Let's take a closer look and see what we're leaving behind and what our uncharacteristic modesty prevented us from saying:
Ultimate chair-warming bureaucrat Defense Secretary Leon E. Panetta and other top civilian and military officials flew in to Baghdad to mark the formal end of the U.S. military effort, one of most divisive wars in American history.

Instead of addressing the deep questions about the war, Panetta paid tribute to U.S. troops, arguing that the combat losses and the enormous expenditure of resources since 2003 had not been wasted.

"To be sure, the cost was high -- in blood and treasure for the United States and for the Iraqi people," he told the audience of around 200 troops and a few Iraqi officials. "But those lives were not lost in vain -- they gave birth to an independent, free and sovereign Iraq."

But, but... if Iraq is now truly free and purged of all destabilizing, destructive influences, then how do we explain leaving this in our deflowered wake?
Yet an atmosphere of uncertainty permeates the U.S. exit.

Though security has improved dramatically since the insurgency's height in 2006 and 2007, Iraq remains riven by ethnic and sectarian divisions and beset by fears that the U.S. departure will cause violence to increase once again.

But fear not, Constant Reader, Blackwater Academi is trying to save the day. The murder artist formerly known as Blackwater is trying to worm its way back into the same country that had kicked them out over four years ago after a frenzied bloodbath in Nisour Sq. that had claimed the lives of 17 innocent Iraqi civilians. After all, the hated Eric Prince is out and Blackwater can now be trusted again because they have a new smart-sounding name like Academi (although, by that rubric, that means we can also trust British Petroleum again after Tony Hayward was shown the door so he could get back his life racing yachts again.).

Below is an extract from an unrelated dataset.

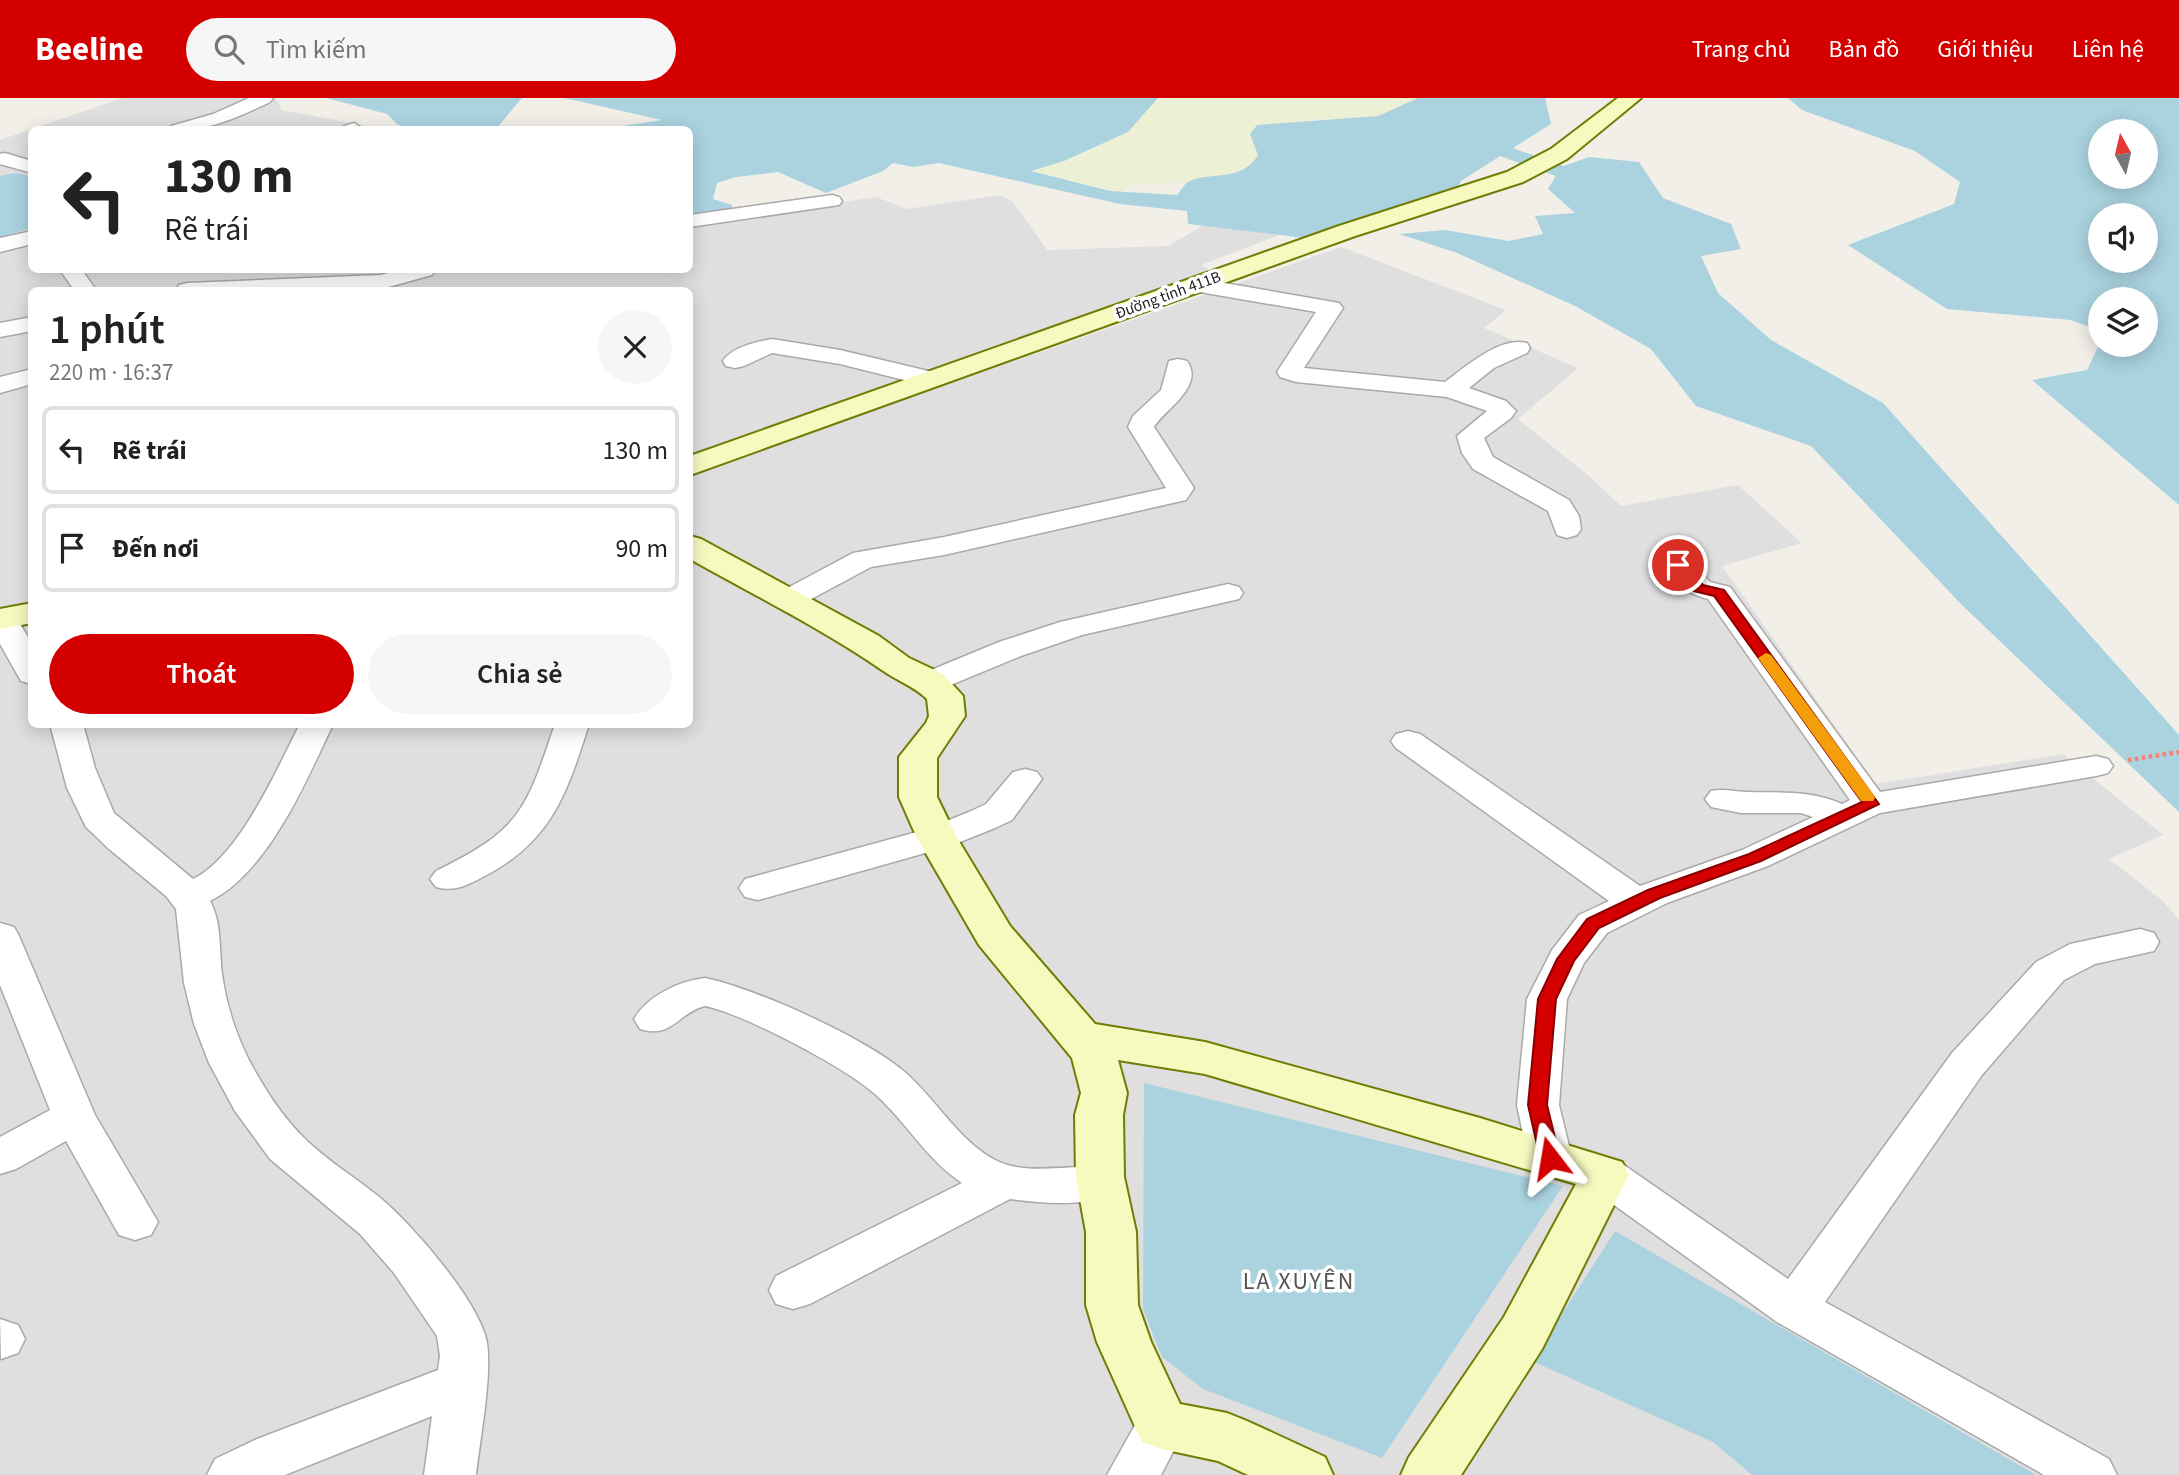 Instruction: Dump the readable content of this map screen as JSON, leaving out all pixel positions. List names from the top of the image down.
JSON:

No doubt, the first thing the newly-collegial mercenaries will focus on is building the nearly 6000 schools that Iraq's Education Ministry says it needs to meet the school building shortage. Perhaps Eric's band of merry mercenaries can also address the problem of why Iraqis, after over eight years of American occupation, are still getting just a few hours of electricity a day after a particularly brutal summer a few months ago that killed more Iraqis who desperately needed relief from the Middle Eastern sun.

And maybe, just maybe, if Blackwater has its hands full building all those state-of-the-art schools and rebuilding a once-functional electrical infrastructure, we can talk the British and American oil companies that have resumed their permanent residence there to look into the water problems that had plagued Iraq since our March 19, 2003 invasion (pdf file). Yeah, maybe they can take some of the burden from those NGO's such as UNESCO, burdens from which we'd decided years ago to quietly divest ourselves years before it broke that we couldn't account for almost 100% of the Pentagon's funding for their reconstruction.

And then, once they get a handle on the ongoing water problem, perhaps those petroleum giants can start building the hospitals for which we'd contracted Bechtel, a shortage that has received virtually no attention from the liberal mainstream media, if this Google search is any indication (although, in the interests of fairness, the children's cancer hospital in Basra much touted over seven years ago by Laura Bush finally opened last year when the Army Corps of Engineers completed it.).

No doubt, it'll be a special Christmas for the thousands of Iraq veterans who will be reunited with their families and loved ones in the coming days. Well, not all of them are coming home right away. First, we have to make a diversion through eastern and southern Asia.